Copied to ./7B_full.yaml
Then, you can run your custom recipe by directing the tune run
command to your local files:
tune run my_custom_finetune_recipe.py --config 7B_full.yaml
Check out tune --help
for all possible CLI commands and options.
Note that support for torch.compile
is currently in progress and only enabled for a couple of recipes. In particular, torch.compile
support is
enabled for full_finetune_single_device and lora_finetune_single_device and validated on Llama2-7b. Other recipes and models are currently not tested, though we welcome contributions from the community.
TorchTune embodies PyTorch’s design philosophy [details], especially "usability over everything else".
TorchTune is a native-PyTorch library. While we provide integrations with the surrounding ecosystem (eg: Hugging Face Datasets, EluetherAI Eval Harness), all of the core functionality is written in PyTorch.
TorchTune is designed to be easy to understand, use and extend.
- Composition over implementation inheritance - layers of inheritance for code re-use makes the code hard to read and extend
- No training frameworks - explicitly outlining the training logic makes it easy to extend for custom use cases
- Code duplication is prefered over unecessary abstractions
- Modular building blocks over monolithic components
TorchTune provides well-tested components with a high-bar on correctness.
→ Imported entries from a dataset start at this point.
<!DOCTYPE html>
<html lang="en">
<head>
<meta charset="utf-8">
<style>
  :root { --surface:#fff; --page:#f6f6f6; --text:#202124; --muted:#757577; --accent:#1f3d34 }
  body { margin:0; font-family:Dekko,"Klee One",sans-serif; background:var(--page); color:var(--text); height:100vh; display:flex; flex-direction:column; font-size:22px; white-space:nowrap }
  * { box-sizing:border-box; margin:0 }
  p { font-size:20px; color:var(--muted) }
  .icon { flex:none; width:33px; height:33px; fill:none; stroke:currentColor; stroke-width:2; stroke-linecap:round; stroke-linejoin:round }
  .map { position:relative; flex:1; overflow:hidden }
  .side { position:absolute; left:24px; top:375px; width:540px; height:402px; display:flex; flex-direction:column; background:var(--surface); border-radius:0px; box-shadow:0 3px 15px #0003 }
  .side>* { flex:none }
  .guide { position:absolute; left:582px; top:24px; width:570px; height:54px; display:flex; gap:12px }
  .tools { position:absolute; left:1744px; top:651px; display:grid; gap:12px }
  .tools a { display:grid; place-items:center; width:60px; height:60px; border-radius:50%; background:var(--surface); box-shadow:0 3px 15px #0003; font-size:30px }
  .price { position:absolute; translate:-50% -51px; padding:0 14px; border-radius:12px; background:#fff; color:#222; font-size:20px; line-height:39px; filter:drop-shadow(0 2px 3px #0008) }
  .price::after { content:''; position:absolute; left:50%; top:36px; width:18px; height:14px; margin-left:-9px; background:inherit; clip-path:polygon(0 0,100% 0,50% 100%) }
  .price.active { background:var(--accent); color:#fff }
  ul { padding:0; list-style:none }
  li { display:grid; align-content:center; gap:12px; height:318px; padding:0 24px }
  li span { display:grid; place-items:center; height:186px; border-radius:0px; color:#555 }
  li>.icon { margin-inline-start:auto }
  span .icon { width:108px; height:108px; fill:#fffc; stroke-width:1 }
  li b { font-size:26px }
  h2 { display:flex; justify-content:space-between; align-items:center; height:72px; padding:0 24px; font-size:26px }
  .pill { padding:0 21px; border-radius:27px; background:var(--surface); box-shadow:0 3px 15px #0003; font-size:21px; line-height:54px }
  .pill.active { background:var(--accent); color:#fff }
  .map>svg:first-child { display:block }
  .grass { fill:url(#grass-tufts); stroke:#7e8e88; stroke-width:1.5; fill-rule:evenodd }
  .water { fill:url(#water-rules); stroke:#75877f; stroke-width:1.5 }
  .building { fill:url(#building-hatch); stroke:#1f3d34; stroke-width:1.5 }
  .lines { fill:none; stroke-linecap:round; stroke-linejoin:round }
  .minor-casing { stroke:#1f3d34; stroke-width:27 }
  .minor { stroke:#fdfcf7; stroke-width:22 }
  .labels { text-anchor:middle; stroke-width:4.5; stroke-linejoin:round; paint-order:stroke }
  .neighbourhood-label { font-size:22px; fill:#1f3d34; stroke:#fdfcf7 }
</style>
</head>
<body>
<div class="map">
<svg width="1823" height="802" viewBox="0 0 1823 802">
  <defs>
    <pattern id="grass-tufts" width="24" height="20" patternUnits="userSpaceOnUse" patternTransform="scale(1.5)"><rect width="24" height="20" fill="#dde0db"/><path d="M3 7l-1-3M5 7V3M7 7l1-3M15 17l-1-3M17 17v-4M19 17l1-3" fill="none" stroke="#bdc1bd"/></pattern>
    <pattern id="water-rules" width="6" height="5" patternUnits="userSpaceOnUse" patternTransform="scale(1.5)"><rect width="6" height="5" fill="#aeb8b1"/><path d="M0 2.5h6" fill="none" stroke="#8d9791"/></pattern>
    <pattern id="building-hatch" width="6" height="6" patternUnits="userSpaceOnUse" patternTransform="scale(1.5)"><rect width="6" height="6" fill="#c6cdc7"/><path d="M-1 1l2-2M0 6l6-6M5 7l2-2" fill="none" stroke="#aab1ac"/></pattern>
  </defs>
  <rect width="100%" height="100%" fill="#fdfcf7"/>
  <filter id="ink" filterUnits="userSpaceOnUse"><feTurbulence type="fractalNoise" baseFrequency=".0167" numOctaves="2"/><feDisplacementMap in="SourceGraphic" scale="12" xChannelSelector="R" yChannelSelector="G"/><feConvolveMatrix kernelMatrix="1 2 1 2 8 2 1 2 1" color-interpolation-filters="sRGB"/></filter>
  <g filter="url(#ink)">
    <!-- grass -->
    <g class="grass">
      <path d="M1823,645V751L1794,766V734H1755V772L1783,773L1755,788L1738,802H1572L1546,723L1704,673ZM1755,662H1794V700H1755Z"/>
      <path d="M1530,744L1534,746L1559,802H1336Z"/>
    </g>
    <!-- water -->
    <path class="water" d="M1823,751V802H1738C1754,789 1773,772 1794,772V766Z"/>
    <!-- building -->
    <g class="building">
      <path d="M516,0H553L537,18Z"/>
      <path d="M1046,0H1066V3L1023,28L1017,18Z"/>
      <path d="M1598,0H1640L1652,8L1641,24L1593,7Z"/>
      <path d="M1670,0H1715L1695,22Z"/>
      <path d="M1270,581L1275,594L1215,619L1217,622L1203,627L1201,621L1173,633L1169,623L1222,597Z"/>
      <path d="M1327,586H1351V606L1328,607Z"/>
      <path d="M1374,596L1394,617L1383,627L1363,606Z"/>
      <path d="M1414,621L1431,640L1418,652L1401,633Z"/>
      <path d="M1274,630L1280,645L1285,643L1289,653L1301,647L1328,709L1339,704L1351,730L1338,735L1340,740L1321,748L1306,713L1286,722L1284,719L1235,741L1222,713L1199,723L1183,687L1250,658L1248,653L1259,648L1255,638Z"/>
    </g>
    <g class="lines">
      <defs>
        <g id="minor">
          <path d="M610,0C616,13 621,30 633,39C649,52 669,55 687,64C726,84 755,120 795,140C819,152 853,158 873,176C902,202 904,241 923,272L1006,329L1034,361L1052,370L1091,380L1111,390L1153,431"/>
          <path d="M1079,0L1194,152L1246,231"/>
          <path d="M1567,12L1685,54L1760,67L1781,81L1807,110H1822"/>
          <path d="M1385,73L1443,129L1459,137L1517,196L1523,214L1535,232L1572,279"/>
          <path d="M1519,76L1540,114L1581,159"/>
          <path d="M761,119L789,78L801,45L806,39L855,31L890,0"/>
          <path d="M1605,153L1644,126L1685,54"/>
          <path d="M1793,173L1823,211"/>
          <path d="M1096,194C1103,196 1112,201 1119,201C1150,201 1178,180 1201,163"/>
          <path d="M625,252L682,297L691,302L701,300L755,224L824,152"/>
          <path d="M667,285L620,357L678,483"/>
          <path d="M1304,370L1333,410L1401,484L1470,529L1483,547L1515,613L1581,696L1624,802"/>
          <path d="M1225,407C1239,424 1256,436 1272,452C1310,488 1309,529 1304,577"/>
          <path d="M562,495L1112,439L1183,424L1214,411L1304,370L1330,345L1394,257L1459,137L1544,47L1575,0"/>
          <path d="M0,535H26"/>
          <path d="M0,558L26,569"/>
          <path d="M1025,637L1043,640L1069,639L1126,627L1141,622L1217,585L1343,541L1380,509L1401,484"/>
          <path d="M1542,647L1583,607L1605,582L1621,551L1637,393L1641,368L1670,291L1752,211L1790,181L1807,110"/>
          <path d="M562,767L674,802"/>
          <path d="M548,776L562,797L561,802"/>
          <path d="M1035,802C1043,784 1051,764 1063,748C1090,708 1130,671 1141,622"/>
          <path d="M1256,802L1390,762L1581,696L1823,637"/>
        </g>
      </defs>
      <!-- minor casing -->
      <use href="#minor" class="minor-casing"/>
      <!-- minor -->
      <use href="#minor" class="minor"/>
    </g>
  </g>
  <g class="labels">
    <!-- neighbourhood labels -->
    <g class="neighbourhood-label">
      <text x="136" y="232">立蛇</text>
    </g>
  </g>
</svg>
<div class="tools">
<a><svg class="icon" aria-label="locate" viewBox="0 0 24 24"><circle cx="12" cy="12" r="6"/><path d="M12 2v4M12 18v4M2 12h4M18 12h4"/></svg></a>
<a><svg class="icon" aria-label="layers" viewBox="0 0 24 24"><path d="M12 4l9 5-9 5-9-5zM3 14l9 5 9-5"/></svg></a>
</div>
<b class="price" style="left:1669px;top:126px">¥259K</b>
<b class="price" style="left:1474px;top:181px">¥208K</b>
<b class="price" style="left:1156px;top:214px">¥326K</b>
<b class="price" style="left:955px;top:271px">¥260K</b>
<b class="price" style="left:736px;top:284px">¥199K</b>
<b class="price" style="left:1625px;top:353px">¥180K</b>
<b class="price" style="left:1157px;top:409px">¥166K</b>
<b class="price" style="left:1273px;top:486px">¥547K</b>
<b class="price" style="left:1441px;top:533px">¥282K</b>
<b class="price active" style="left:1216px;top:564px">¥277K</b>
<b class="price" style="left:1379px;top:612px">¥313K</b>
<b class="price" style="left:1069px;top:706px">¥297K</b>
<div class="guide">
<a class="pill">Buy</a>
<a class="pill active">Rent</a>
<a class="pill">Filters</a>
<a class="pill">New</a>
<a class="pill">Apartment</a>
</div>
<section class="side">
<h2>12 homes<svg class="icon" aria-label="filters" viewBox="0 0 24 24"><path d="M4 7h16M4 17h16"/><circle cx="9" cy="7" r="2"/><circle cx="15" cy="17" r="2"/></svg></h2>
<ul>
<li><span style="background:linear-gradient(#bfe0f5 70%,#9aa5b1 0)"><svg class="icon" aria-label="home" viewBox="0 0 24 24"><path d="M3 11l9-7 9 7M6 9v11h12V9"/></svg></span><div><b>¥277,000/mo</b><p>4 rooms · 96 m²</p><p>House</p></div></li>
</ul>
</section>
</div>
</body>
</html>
The library will never be the first to provide a feature, but available features will be thoroughly tested. We provide
- Extensive unit-tests to ensure component-level numerical parity with reference implementations
- Checkpoint-tests to ensure model-level numerical parity with reference implementations
- Integration tests to ensure recipe-level performance parity with reference implementations on standard benchmarks
The Llama2 code in this repository is inspired by the original Llama2 code. We'd also like to give a huge shoutout to some awesome libraries and tools in the ecosystem!
- EleutherAI's LM Evaluation Harness
- Hugging Face for the Datasets Repository
- gpt-fast for performant LLM inference techniques which we've adopted OOTB
- lit-gpt, axolotl, transformers and llama recipes for reference implementations and pushing forward the LLM finetuning community
- bitsandbytes
We welcome any feature requests, bug reports, or pull requests from the community. See the CONTRIBUTING file for how to help out.
TorchTune is released under the BSD 3 license. However you may have other legal obligations that govern your use of other content, such as the terms of service for third-party models.